Lee Levitt: Of course. Thanks, Joe. Always a pleasure.
Another deep dive into the topic of sales excellence and the performance mindset. If you found this conversation interesting, I would appreciate it if you would share the podcast with a coworker or two. And to explore this topic in more depth, send me a note through the contact form on podcast.thoughtsonselling.com, or find some time for us to talk at meetasellergroup.com. Thanks.
Terry
Joe Terry is the co-author of the USA Today #1 bestselling leadership book, Surrender to Lead: The Counterintuitive Approach to Driving Extraordinary Results for individuals, teams, and organizations.
Joe is also the CEO of Culture Partners, a global firm that helps organizations activate change by creating clarity, alignment and accountability, at every level, around purpose, strategy and culture to deliver extraordinary results.

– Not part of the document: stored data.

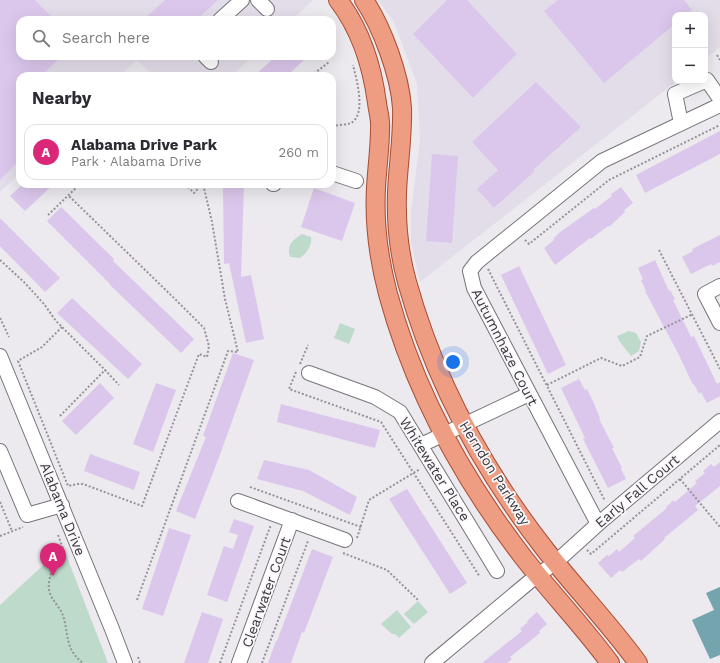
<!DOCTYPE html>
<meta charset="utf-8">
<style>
:root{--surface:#fff;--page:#f7f7f7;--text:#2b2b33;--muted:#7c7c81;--line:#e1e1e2;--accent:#db2777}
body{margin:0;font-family:"Work Sans",sans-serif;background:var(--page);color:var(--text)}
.controls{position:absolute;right:12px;top:12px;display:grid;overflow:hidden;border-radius:8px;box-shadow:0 4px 16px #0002}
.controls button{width:36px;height:36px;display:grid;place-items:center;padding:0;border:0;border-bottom:1px solid var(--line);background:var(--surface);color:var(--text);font:20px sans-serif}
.you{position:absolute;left:453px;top:362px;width:14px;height:14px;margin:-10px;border:3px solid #fff;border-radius:50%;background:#1a73e8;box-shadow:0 0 0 6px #1a73e833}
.badge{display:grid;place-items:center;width:26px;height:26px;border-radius:50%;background:var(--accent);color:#fff;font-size:13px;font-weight:700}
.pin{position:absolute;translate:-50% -33px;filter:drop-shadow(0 1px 2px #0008)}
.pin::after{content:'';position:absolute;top:21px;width:14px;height:12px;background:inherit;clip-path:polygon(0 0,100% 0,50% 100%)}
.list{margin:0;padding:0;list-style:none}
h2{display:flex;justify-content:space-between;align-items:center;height:52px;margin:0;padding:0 16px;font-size:17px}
h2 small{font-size:13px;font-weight:400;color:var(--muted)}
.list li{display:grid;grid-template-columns:26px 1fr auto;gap:12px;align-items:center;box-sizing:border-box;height:56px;margin:0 8px 8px;padding:0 8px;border:1px solid var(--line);border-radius:12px}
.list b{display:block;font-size:15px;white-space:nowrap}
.list p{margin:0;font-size:13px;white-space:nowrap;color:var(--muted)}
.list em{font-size:13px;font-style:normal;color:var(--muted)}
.icon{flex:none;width:22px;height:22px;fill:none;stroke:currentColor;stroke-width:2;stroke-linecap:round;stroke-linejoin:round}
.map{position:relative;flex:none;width:720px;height:663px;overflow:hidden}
.search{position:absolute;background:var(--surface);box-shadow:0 4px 16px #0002;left:16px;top:16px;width:320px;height:44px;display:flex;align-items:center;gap:10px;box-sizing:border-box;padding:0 14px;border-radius:12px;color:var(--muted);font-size:15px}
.panel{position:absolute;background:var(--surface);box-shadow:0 4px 16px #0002;left:16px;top:72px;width:320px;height:116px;border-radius:12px}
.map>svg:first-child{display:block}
.built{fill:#e3dde9}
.green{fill:#bedaca}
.water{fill:#74a5af}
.building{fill:#dbc7eb}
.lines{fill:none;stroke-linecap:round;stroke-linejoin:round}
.minor-casing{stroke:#777479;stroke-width:16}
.major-casing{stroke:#a64d32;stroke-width:20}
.path{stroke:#959397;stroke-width:2;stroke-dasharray:2 2;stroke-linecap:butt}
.minor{stroke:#fff;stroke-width:14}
.major{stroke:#ee9c82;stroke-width:18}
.labels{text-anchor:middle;stroke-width:3.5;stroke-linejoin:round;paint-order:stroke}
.street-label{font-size:14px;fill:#373638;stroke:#faf7fc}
</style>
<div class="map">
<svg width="720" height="663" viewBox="0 0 720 663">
<rect width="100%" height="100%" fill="#ece9ef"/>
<path class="built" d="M0,0H313L292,20H20V56H253L232,76H153L137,60L120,76H20V173L0,192Z
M378,0H720V47L705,59V15H675V81H677L420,282L411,243V212L420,140L417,84L394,22Z"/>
<path class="green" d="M302,234L311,237C312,246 307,253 300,258L290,257C286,245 293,240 302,234Z
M340,323L355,329L349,344L334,338Z
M629,331L636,333L641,342L639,351L631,356L620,342L617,336Z
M63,547L108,663H0V605Z
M418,601L428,612L414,624L404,614Z
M397,610L411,627L399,638L395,634H392L381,624Z"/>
<path class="water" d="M720,587V655L710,659L692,620L714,610L706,593Z"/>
<path class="building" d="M0,0H35L55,20H20V56H62L41,76H20V160L0,180Z
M165,0H218L196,20H143Z
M447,0H467L517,54L473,98L413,34Z
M558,0H684L692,10L686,15H675V24L604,83L544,11Z
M276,56H308L287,76H254Z
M536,82L581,127L533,170L535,171L494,208L477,189L498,170L472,142Z
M720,131V154L645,193L636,175Z
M432,154L458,156L452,243L426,241Z
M23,184H54L25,211L10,196Z
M231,184H244L241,277L251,275L264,339L246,343L229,263L224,264L223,185Z
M621,187L633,203L624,210L625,212L609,227L608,226L591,239L590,238L555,265L544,248L554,240L553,239L560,232L594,208L595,209L612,196L611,194Z
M314,188L355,203L342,241L301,227Z
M61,207L114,259L113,261L194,339L181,353L110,285V284L47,221Z
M0,218L60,278L45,292L0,246Z
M720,235V262L712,266L711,264L691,274L682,257L693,251L692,249Z
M655,260L669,291L670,290L675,299L673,300L691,337L694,336L717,384L720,382V396L707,403L701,392L699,394L694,384L693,385L679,355L645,291H646L641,280L643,279L638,268Z
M519,266L566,365L548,374L501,275Z
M72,298L142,364L128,379L57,313Z
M233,353L254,360L218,460L195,519L176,511L206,437L203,436Z
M579,379L585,390L587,389L592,399L600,418L599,419L614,448H612L622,468L621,469L626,479L608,488L583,439L585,438L561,388Z
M100,383L114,398L76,435L62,421Z
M156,383L176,390L153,452L133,444Z
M281,404L380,430L375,448L277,422Z
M90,454L140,472L134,490L84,471Z
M264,460L309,470L357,497L350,515L303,491L257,479Z
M720,462V486L695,506L698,510L664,538L665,539L641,561L639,559L622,572L620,570L611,578L598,563L607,555L609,556L617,549L619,552L635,538L633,536L667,508L666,507L674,500L675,502L697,483L695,481L705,473L703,471L711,464L714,467Z
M407,489L467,583L450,594L389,499Z
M234,519L254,526L227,602L207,595L224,546L233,549L238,535L229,532Z
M169,528L191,535L163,616L142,609Z
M312,549L333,557L304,633L302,632L291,663H268L276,641H277Z
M202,612L223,619L208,663H184Z
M537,612L547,624L539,631L540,633L510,657L512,659L507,663H482L522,631L520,629L528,622L527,621Z"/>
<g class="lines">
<defs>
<path id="minor" d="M258,0L267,9
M220,20L242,0
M205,56L211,62
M681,123L675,94L707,80L720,99
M332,173L356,181
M273,184H274
M720,286L705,294L720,323
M0,356L112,629L125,663
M309,373L375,397L400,412L497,571
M421,445L529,394
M0,451L27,515L62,505
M238,501L345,540
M598,524L474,288L470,271L477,262L602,161L720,105
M239,663L292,520
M432,663L529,582L556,562L598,524L720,421"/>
<path id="major" d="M338,0C361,30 372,65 377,103C378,111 381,120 380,129C380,148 377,168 376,188C374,224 379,260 388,294C414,390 463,479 523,557C551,593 583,626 610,663
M364,0C382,27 400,75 402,108C403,137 398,165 397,193C396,223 399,253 407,282C434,379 482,468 544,548C574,587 609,623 638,663"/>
</defs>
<use href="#minor" class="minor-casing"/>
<use href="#major" class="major-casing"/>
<path class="path" d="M717,55L720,60
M311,76L329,62
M332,126C338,125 346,125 351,123C367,114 356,78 353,65
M185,184L194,193L202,184
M48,215L80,184
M525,240L529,244L609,180L720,125
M659,250L720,369
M0,260L25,283L44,304L56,321L105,370
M488,269L605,501
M0,318L9,337
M62,327L42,347L18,361L68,486L78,484H83L142,506L199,354L207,357L209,346L204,328L176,300L68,195
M300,364L308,345
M296,372L289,389L381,422L480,577
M547,385L601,358L622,366L640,357L647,336L693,314
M60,416L105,370L119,385
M680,479L720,527
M250,487L361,527
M0,502L12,531
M58,535L65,554C58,563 50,571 49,583C47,596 57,603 62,613C67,625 66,638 71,649C74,655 78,659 83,663
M0,536L23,527
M357,538L369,500L420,469
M587,550L591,554L720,445
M343,553L387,570L418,600
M137,600L228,351L238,352L225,299L212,222L204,188
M138,657L140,663
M220,663L270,527L271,528
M262,663L308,541"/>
<use href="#minor" class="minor"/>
<use href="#major" class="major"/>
</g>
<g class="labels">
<g class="street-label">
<text transform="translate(505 347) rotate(63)" y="5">Autumnhaze Court</text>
<text transform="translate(435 469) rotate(58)" y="5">Whitewater Place</text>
<text transform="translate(495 473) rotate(58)" y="5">Herndon Parkway</text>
<text transform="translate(637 491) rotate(-40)" y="5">Early Fall Court</text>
<text transform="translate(63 509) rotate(68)" y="5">Alabama Drive</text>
<text transform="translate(266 592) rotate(-70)" y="5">Clearwater Court</text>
</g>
</g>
</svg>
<div class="controls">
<button>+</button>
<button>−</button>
</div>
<div class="you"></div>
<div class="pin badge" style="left:53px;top:576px">A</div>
<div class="search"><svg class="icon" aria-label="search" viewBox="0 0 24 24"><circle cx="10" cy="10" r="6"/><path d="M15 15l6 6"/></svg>Search here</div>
<section class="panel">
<h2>Nearby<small></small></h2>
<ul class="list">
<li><span class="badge">A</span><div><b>Alabama Drive Park</b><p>Park · Alabama Drive</p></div><em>260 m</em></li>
</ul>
</section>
</div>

For more than four decades, Joe has dedicated his career to the study and practice of human performance in sport, life, and business. As a five-time CEO, he has built and led organizations committed to creating extraordinary results for employees, customers, and shareholders.
In 2018, Joe was inducted into the HKW Private Equity Hall of Fame, recognizing leaders who demonstrate exceptional leadership, talent development, integrity, and outstanding shareholder return.
Joe is also an elite and accomplished endurance athlete. A former NFL linebacker, he has completed fifteen (and counting) Ironman triathlons, including four times at the Ironman World Championship in Kona, Hawaii.
He lives with his family in Incline Village, Nevada, and continues to dedicate his work to helping individuals and leaders Surrender Ego, Fear, and Scarcity and Lead with Love, Gratitude, and Abundance to achieve results far beyond what they once believed possible.